▶ **WHAT YOU NEED TO DO**: Your task is to find every line in the records that holds the string "search" and copy it.

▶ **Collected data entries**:
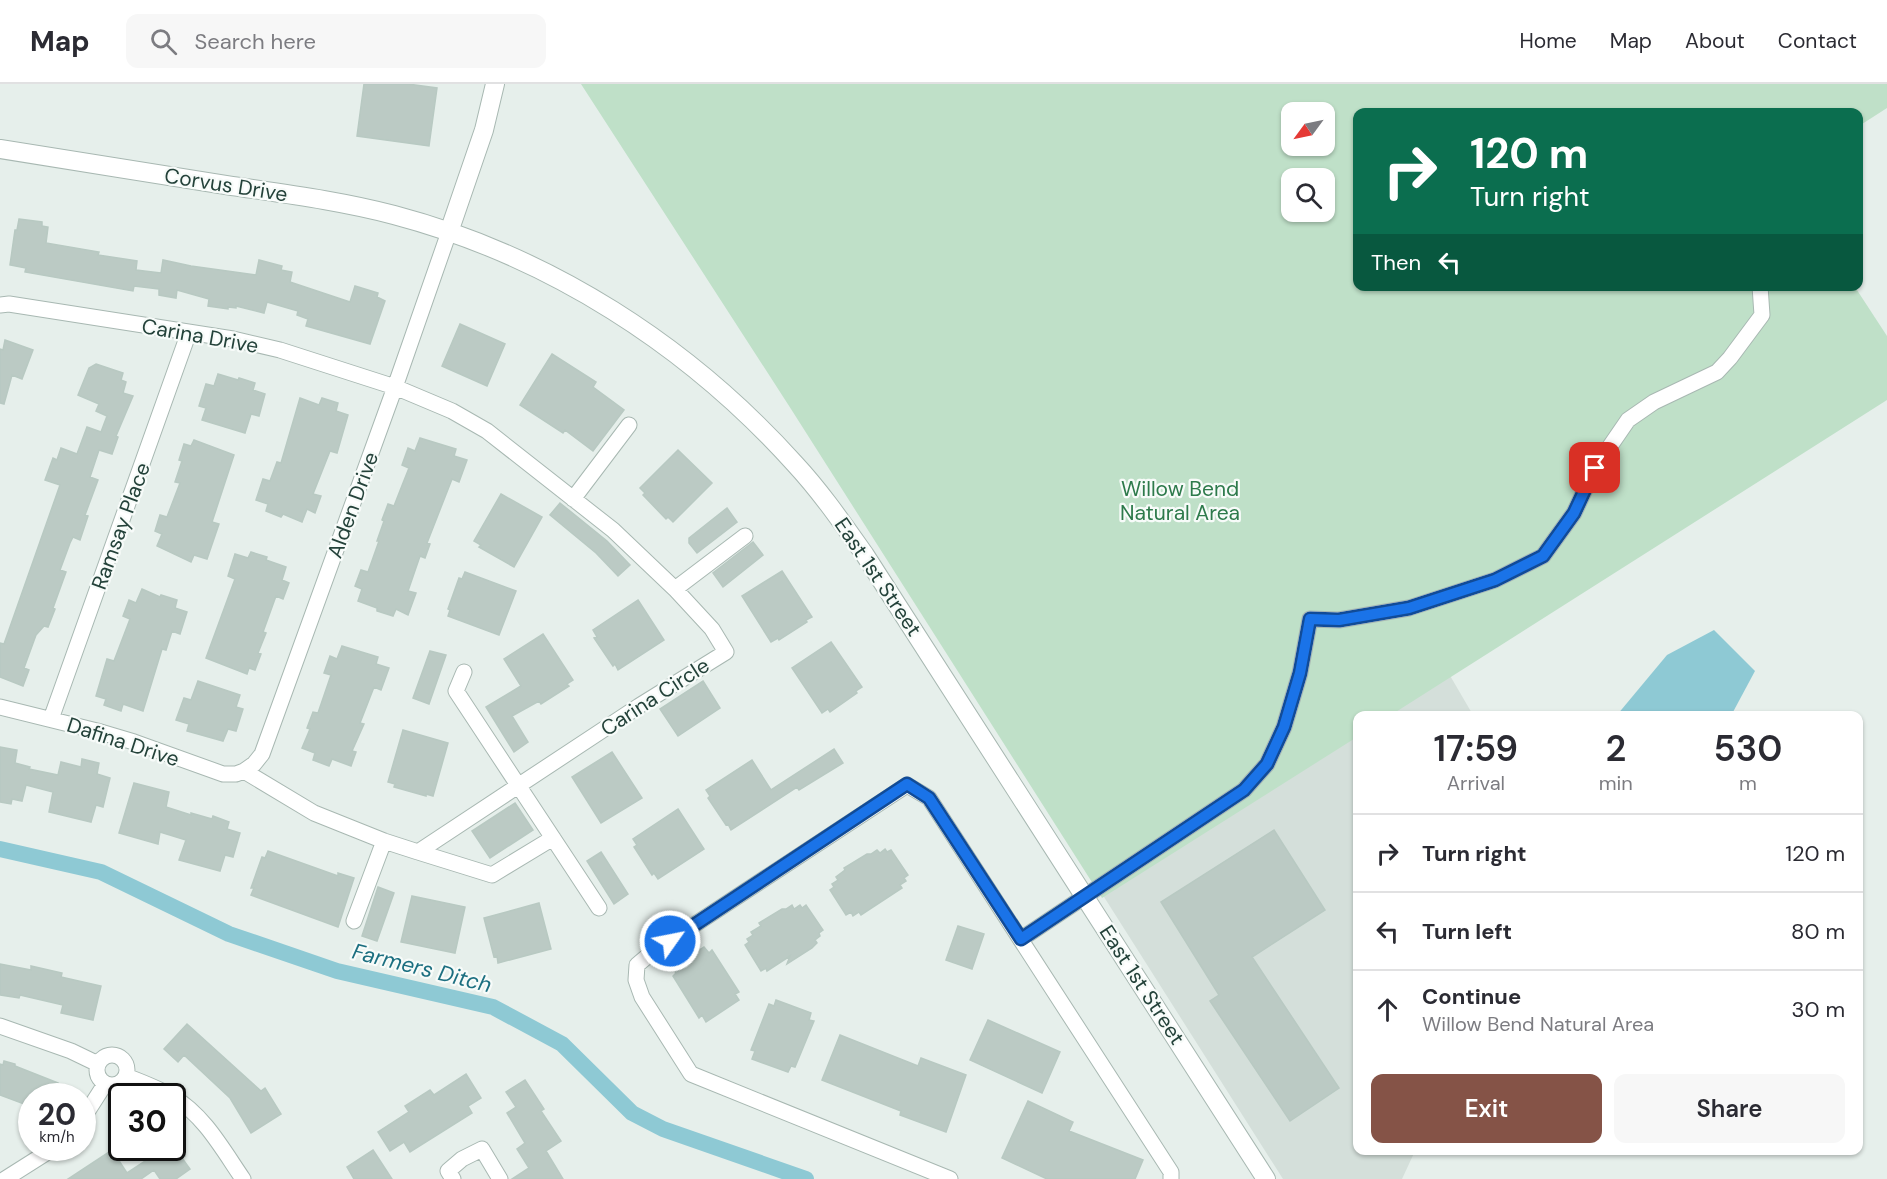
<!DOCTYPE html>
<html lang="en">
<head>
<meta charset="utf-8">
<style>
  :root { --surface:#fff; --page:#f7f7f7; --text:#2b2b33; --muted:#7c7c81; --line:#e1e1e2; --accent:#855347 }
  body { margin:0; font-family:"DM Sans",sans-serif; background:var(--page); color:var(--text); height:100vh; display:flex; flex-direction:column; font-size:22px; white-space:nowrap }
  * { box-sizing:border-box; margin:0 }
  p { font-size:20px; color:var(--muted) }
  .icon { flex:none; width:33px; height:33px; fill:none; stroke:currentColor; stroke-width:2; stroke-linecap:round; stroke-linejoin:round }
  .map { position:relative; flex:1; overflow:hidden }
  .sheet { position:absolute; left:1353px; top:627px; width:510px; height:444px; display:flex; flex-direction:column; background:var(--surface); border-radius:12px; box-shadow:0 2px 4px #0004 }
  .sheet>* { flex:none }
  .guide { position:absolute; left:1353px; top:24px; width:510px; height:183px; border-radius:12px; box-shadow:0 2px 4px #0004; background:#0b6e4f; color:#fff; overflow:hidden }
  .needle { width:39px; rotate:237deg }
  .buttons { position:absolute; left:1281px; top:18px; display:grid; gap:12px }
  .buttons a { display:grid; place-items:center; width:54px; height:54px; border-radius:12px; background:var(--surface); box-shadow:0 2px 4px #0004; font-size:30px }
  .speed { position:absolute; left:18px; top:999px; display:flex; gap:12px; font-size:30px; font-weight:700; text-align:center }
  .speed>* { display:grid; place-content:center; width:78px; height:78px; border-radius:50%; background:var(--surface); box-shadow:0 2px 4px #0004; line-height:1 }
  .speed small { font-size:15px; font-weight:400 }
  .speed .limit { border:3px solid #111; border-radius:9px; background:#fff; color:#111 }
  .pin { position:absolute; display:grid; place-items:center; width:51px; height:51px; color:#fff; margin:-26px; border-radius:12px; box-shadow:0 3px 9px #0006 }
  .me { position:absolute; width:66px; margin:-33px; rotate:57deg; stroke-linejoin:round; filter:drop-shadow(0 0 4px #0008) }
  .turn { display:flex; align-items:center; gap:21px; height:126px; padding:0 18px; font-size:27px }
  .turn .icon { width:78px; height:78px; stroke-width:2.5 }
  .turn b { display:block; font-size:42px; line-height:51px }
  .then { display:flex; align-items:center; height:57px; padding:0 18px; background:#0003; gap:12px; font-size:22px }
  .eta { display:flex; justify-content:space-evenly; align-items:center; height:102px; text-align:center }
  .eta b { font-size:36px; font-weight:600; line-height:42px }
  .button { display:flex; gap:12px; margin-top:auto; padding:12px 18px }
  .button a { flex:1; height:69px; border-radius:12px; background:var(--accent); color:#fff; font-size:24px; font-weight:600; line-height:69px; text-align:center }
  .button a+a { background:var(--page); color:var(--text) }
  ul { padding:0; list-style:none }
  li { display:flex; align-items:center; gap:18px; height:78px; padding:0 18px; border-top:2px solid var(--line) }
  li div { flex:1 }
  li b { display:block; font-size:22px }
  li em { font-style:normal }
  header { display:flex; align-items:center; gap:36px; box-sizing:border-box; height:84px; padding:0 30px; background:var(--surface); border-bottom:2px solid var(--line) }
  header strong { font-size:28px }
  nav { display:flex; gap:33px; margin-inline-start:auto; font-size:21px }
  .search { width:420px; height:54px; background:var(--page); display:flex; align-items:center; gap:15px; box-sizing:border-box; padding:0 21px; border-radius:12px; color:var(--muted); font-size:22px }
  .map>svg:first-child { display:block }
  .built { fill:#d4dfda }
  .green { fill:#bfe0c8; fill-rule:evenodd }
  .water { fill:#8ec9d4 }
  .lines { fill:none; stroke-linecap:round; stroke-linejoin:round }
  .canal { stroke:#8ec9d4; stroke-width:16 }
  .building { fill:#bbcac4; stroke:#b8c9c2; stroke-width:1.5 }
  .minor-casing { stroke:#a8b8b2; stroke-width:17 }
  .tertiary-casing { stroke:#a8b8b2; stroke-width:20 }
  .minor { stroke:#fff; stroke-width:15 }
  .tertiary { stroke:#fff; stroke-width:18 }
  .route-casing { stroke:#114b97; stroke-width:15 }
  .route { stroke:#1a73e8; stroke-width:10 }
  .labels { text-anchor:middle; dominant-baseline:central; stroke-width:4.5; stroke-linejoin:round; paint-order:stroke }
  .street-label { font-size:21px; fill:#24423a; stroke:#f7fbf9 }
  .park-label { font-size:21px; fill:#2d7a4b; stroke:#f7fbf9 }
  .water-label { font-size:22px; font-style:italic; fill:#1c6f80; stroke:#f7fbf9 }
</style>
</head>
<body>
<header>
<strong>Map</strong>
<div class="search"><svg class="icon" aria-label="search" viewBox="0 0 24 24"><circle cx="10" cy="10" r="6"/><path d="M15 15l6 6"/></svg>Search here</div>
<nav><a>Home</a><a>Map</a><a>About</a><a>Contact</a></nav>
</header>
<div class="map">
<svg width="1887" height="1095" viewBox="0 0 1887 1095">
  <rect width="100%" height="100%" fill="#e6efeb"/>
  <path class="built" d="M1445,583L1473,631L1358,632V1066L1415,1067L1402,1095H1283L1052,731Z"/>
  <path class="green" d="M581,0H1887V24L1859,42L1858,28H1358V202L1855,203L1887,252V316L1391,631L1358,632L1357,653L1102,814L791,325ZM1292,28H1324V62H1292ZM1292,94H1324V128H1292Z"/>
  <path class="water" d="M1714,546L1755,587L1733,628L1722,632L1617,631L1667,571Z"/>
  <g class="lines">
    <path class="canal" d="M0,765L101,788L229,850L337,887L493,923L562,960L632,1029L663,1045L806,1095"/>
  </g>
  <path class="building" d="M364,0H408L437,4L429,62L357,52Z
    M19,135L42,138V142L48,143L46,159L99,168L98,171L137,177L136,186L161,189L163,176L191,182L256,191L259,176L282,182L281,186L292,188L290,198L350,218L355,202L378,209L377,213L385,217L370,260L306,242L308,235L297,231L298,227L267,218L264,229L236,222V224L228,223V225L208,222L209,215L177,206L176,214L159,211V205L134,202L133,207L25,188L26,184L10,181L15,146H17Z
    M460,240L505,260L487,302L442,282Z
    M5,256L33,266L22,295L12,291L4,320L0,319V265L3,266Z
    M552,270L596,298L593,303L624,326L593,367L565,346L563,349L520,321Z
    M96,280L123,289L121,296L126,298L123,309L133,312L116,352L118,353L112,370L99,366L90,393L98,396L85,431L88,432L80,456L73,453L70,459L60,486L66,488L53,524L55,525L48,543L44,542L36,551L24,584L29,586L23,602L0,593V559L4,560L60,401L45,396L53,374L57,376L61,364L77,370L87,343L101,348L107,332L96,327L99,320L78,311L89,284Z
    M218,290L238,296L239,294L255,299L253,306L265,310L259,332L251,330L245,349L202,336L206,324L199,322L206,300L214,302Z
    M300,314L319,321L322,314L338,319L336,327L348,331L337,369L330,367L313,410L321,412L315,429L307,425L302,438L283,430L281,433L266,427L268,420L256,416L263,395L270,397L277,378L281,379Z
    M420,354L456,365L454,372L467,376L459,398L452,395L427,459L430,460L425,474L420,472L408,507L416,509L408,531L396,525L393,532L377,527V524L358,517L362,505L355,502L361,486L368,488L379,457H377L384,437L382,436L388,420L394,422L403,399L409,384L402,381L408,364L415,367Z
    M194,356L234,371L212,438L219,440L207,475L194,471L191,478L157,462L162,450L155,447L160,431L167,433L180,399L175,398L182,377L179,376L184,360L191,362Z
    M678,366L712,399L673,438L668,433L666,435L643,411L645,409L640,404Z
    M501,410L542,433L514,483L479,463L481,461L474,457Z
    M560,419L607,457L630,481L618,492L596,469L550,431Z
    M727,424L737,438L697,469L689,459V454Z
    M753,458L763,471L723,503L713,489Z
    M251,468L267,473L266,476L286,483L282,496L289,499L283,515L276,512L263,548L266,549L258,569L261,570L255,586L249,584L247,590L206,574L235,495L228,492L235,470L248,474Z
    M782,487L812,533L806,536L807,538L779,556L778,554L771,558L742,512Z
    M465,488L516,507L499,551L448,532L450,526L448,525L459,494L462,495Z
    M142,505L160,513L161,511L177,516L175,524L187,528L180,550L172,547L166,566L162,565L143,627L123,620L121,627L104,621L106,615L96,612L107,575L114,577L130,535L123,532L129,516L136,519Z
    M638,516L664,556L618,586L615,580L613,582L594,554L597,553L593,546Z
    M543,550L573,596L567,600L569,602L541,620L539,617L512,632L528,658L514,668L486,623L521,602L504,575Z
    M831,558L862,603L856,607L857,609L830,628L828,625L822,629L792,584Z
    M342,562L378,573L376,580L389,584L381,606L374,603L360,639L364,640L352,667L356,668L351,682L332,675L329,682L313,676L315,669L302,664L310,645L307,644L313,628L318,629L331,591L324,589L330,572L337,575Z
    M430,567L446,571L429,620L413,614Z
    M198,597L240,611L236,623L243,625L236,647L228,645L223,657L187,647L189,640L176,636L184,614L191,616Z
    M703,597L720,624L678,652L660,625Z
    M403,646L448,659L433,712L426,710V712L394,703L395,700L388,698Z
    M0,663L17,666L15,679L30,683L29,685L58,691L61,678L81,683L82,675L99,679L97,690L110,694L103,723L96,721L91,738L49,728L53,708L26,701L22,717L12,715L11,720L0,718Z
    M834,665L843,679L799,706L797,703L731,746L728,740L726,741L708,714L710,712L706,706L752,676L771,706Z
    M612,668L642,714L601,739L572,693Z
    M134,699L169,708L166,723L191,731V729L212,735L213,732L229,738L227,745L240,749L233,773L225,771L220,787L179,776L186,756L160,748L158,760L119,749Z
    M515,719L533,746L490,774L472,747Z
    M678,725L704,765L658,795L654,789L652,791L634,763L637,761L633,755Z
    M1274,746L1325,826L1252,873L1339,1004L1290,1037L1210,917L1219,911L1161,818Z
    M885,765L887,768L891,766L908,791L904,794L906,797L900,801L902,804L861,831L859,828L853,832L851,828L846,831L830,806L834,803L832,800L838,796L836,793L845,786L844,784L867,770H871L877,766L880,769Z
    M268,767L338,792V789L354,794L338,843L251,811L254,804H251L262,773L265,774Z
    M601,768L628,810L614,820L587,777Z
    M378,803L394,809L377,857L362,852Z
    M412,812L465,823L455,869L401,858Z
    M539,819L551,865L498,879L497,872L494,873L484,834Z
    M792,821L794,825L800,821L802,824L806,821L823,846L819,849L820,852L815,856L817,859L812,864L787,880L790,872L767,887L766,884L761,887L745,861L749,858L747,855L753,851L751,848L761,842L759,839L782,825H786Z
    M958,842L984,850L972,885L946,876Z
    M704,863L709,869L712,866L739,908L735,910L739,916L706,938L702,931L699,934L673,892L676,889L673,884Z
    M0,880L31,886V882L62,889L61,893L101,902L93,936L61,929L63,921L20,911L19,914L0,911Z
    M776,916L811,929L809,936L814,937L795,983L791,982L788,988L752,975L755,967L751,966L769,920L774,922Z
    M988,936L1060,968L1042,1009L970,976Z
    M187,940L261,1007L265,1004L281,1030L251,1049L230,1014L184,971L178,978L164,965Z
    M840,951L918,982L921,974L966,991L946,1048L900,1031L901,1027L822,996Z
    M4,977L15,980V982L58,999L53,1012H32V1023L0,1011V980L3,981Z
    M466,990L481,1014L468,1022L472,1029L410,1068L404,1058L390,1067L378,1048L409,1028L405,1022L430,1006L434,1011Z
    M525,996L544,1025L541,1027L561,1057L546,1067L563,1095H512L529,1084L517,1065L525,1059L507,1029L516,1023L506,1008Z
    M1028,1017L1073,1038L1069,1047L1143,1076L1135,1095H1047L1002,1074Z
    M175,1056L185,1072L182,1074L190,1085L176,1095H160L154,1086L141,1095H68L112,1066L127,1089L165,1064H172V1058Z
    M373,1066L392,1095H354L347,1083Z"/>
  <g class="lines">
    <defs>
      <path id="minor" d="M0,221L9,220L233,255L280,266L395,303L452,327L487,347L613,446L675,505L712,545L726,568L639,622L418,768L384,757L314,729L244,687
        M573,415L629,341
        M675,505L745,452
        M464,588L456,607L599,824
        M0,623L97,647L134,658L223,690H236L244,687L254,680L262,670L395,303L449,148
        M51,635L189,248
        M418,768L492,791L553,754
        M354,837L384,757
        M1021,855L1244,706L1267,680L1284,643L1300,589L1310,535L1339,536L1409,524L1495,496L1543,472L1574,429L1595,384L1628,336L1654,318L1717,288L1730,274L1762,231L1760,202
        M0,942L71,967L98,980
        M97 986a15 15 0 1 1 30 0a15 15 0 1 1-30 0Z
        M126,992C141,998 158,1004 173,1013C204,1031 223,1066 243,1095
        M82,1036L105,1000
        M5,1095L54,1064
        M453,1095L448,1087L462,1075L482,1065L500,1095
        M950,1095L691,990L642,913L636,896L637,881L650,870L907,701L929,714L1171,1088V1095"/>
      <path id="tertiary" d="M0,65C77,77 155,90 232,102C286,110 341,117 394,131C549,172 688,261 795,380C821,408 843,440 865,471L1266,1095
        M449,148L484,46L495,0"/>
    </defs>
    <use href="#minor" class="minor-casing"/>
    <use href="#tertiary" class="tertiary-casing"/>
    <use href="#minor" class="minor"/>
    <use href="#tertiary" class="tertiary"/>
  </g>
  <g class="lines">
    <defs>
      <path id="route" d="M670,857L907,700L929,714L1021,855L1244,706L1267,680L1284,643L1300,589L1310,535L1339,536L1409,524L1495,496L1543,472L1574,429L1595,384"/>
    </defs>
    <use href="#route" class="route-casing"/>
    <use href="#route" class="route"/>
  </g>
  <g class="labels">
    <g class="street-label">
      <text transform="translate(226 101) rotate(9)">Corvus Drive</text>
      <text transform="translate(200 252) rotate(10)">Carina Drive</text>
      <text transform="translate(353 421) rotate(-70)">Alden Drive</text>
      <text transform="translate(121 442) rotate(-70)">Ramsay Place</text>
      <text transform="translate(878 493) rotate(56)">East 1st Street</text>
      <text transform="translate(655 613) rotate(-33)">Carina Circle</text>
      <text transform="translate(123 658) rotate(18)">Dafina Drive</text>
      <text transform="translate(1142 901) rotate(57)">East 1st Street</text>
    </g>
    <g class="park-label">
      <text x="1180" y="405">Willow Bend<tspan x="1180" dy="24">Natural Area</tspan></text>
    </g>
    <g class="water-label">
      <text transform="translate(422 884) rotate(14)">Farmers Ditch</text>
    </g>
  </g>
</svg>
<div class="buttons">
<a><svg class="needle" viewBox="-14 -14 28 28"><path d="M0-13l5 13h-10z" fill="#e53935"/><path d="M0 13l5-13h-10z" fill="#7c7c81"/></svg></a>
<a><svg class="icon" aria-label="search" viewBox="0 0 24 24"><circle cx="10" cy="10" r="6"/><path d="M15 15l6 6"/></svg></a>
</div>
<div class="speed"><div>20<small>km/h</small></div><div class="limit">30</div></div>
<div class="pin" style="left:1595px;top:384px;background:#d93025"><svg class="icon" aria-label="arrive" viewBox="0 0 24 24"><path d="M6 21V4h12l-3 4 3 4H6"/></svg></div>
<svg class="me" style="left:670px;top:857px" viewBox="-20 -20 40 40"><circle r="17" fill="#1a73e8" stroke="#fff" stroke-width="3"/><path d="M0-11L8 9 0 5-8 9z" fill="#fff"/></svg>
<div class="guide">
<div class="turn"><svg class="icon" aria-label="right" viewBox="0 0 24 24"><path d="M7 20v-9h11M14 6l5 5-5 5"/></svg><div><b>120 m</b>Turn right</div></div>
<div class="then">Then<svg class="icon" aria-label="left" viewBox="0 0 24 24"><path d="M17 20v-9H6M10 6l-5 5 5 5"/></svg></div>
</div>
<section class="sheet">
<div class="eta">
<div><b>17:59</b><p>Arrival</p></div>
<div><b>2</b><p>min</p></div>
<div><b>530</b><p>m</p></div>
</div>
<ul>
<li><svg class="icon" aria-label="right" viewBox="0 0 24 24"><path d="M7 20v-9h11M14 6l5 5-5 5"/></svg><div><b>Turn right</b></div><em>120 m</em></li>
<li><svg class="icon" aria-label="left" viewBox="0 0 24 24"><path d="M17 20v-9H6M10 6l-5 5 5 5"/></svg><div><b>Turn left</b></div><em>80 m</em></li>
<li><svg class="icon" aria-label="ahead" viewBox="0 0 24 24"><path d="M12 20V5M6 11l6-6 6 6"/></svg><div><b>Continue</b><p>Willow Bend Natural Area</p></div><em>30 m</em></li>
</ul>
<div class="button"><a>Exit</a><a>Share</a></div>
</section>
</div>
</body>
</html>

▶ **WRITTEN RESPONSE**:
  .search { width:420px; height:54px; background:var(--page); display:flex; align-items:center; gap:15px; box-sizing:border-box; padding:0 21px; border-radius:12px; color:var(--muted); font-size:22px }
<div class="search"><svg class="icon" aria-label="search" viewBox="0 0 24 24"><circle cx="10" cy="10" r="6"/><path d="M15 15l6 6"/></svg>Search here</div>
<a><svg class="icon" aria-label="search" viewBox="0 0 24 24"><circle cx="10" cy="10" r="6"/><path d="M15 15l6 6"/></svg></a>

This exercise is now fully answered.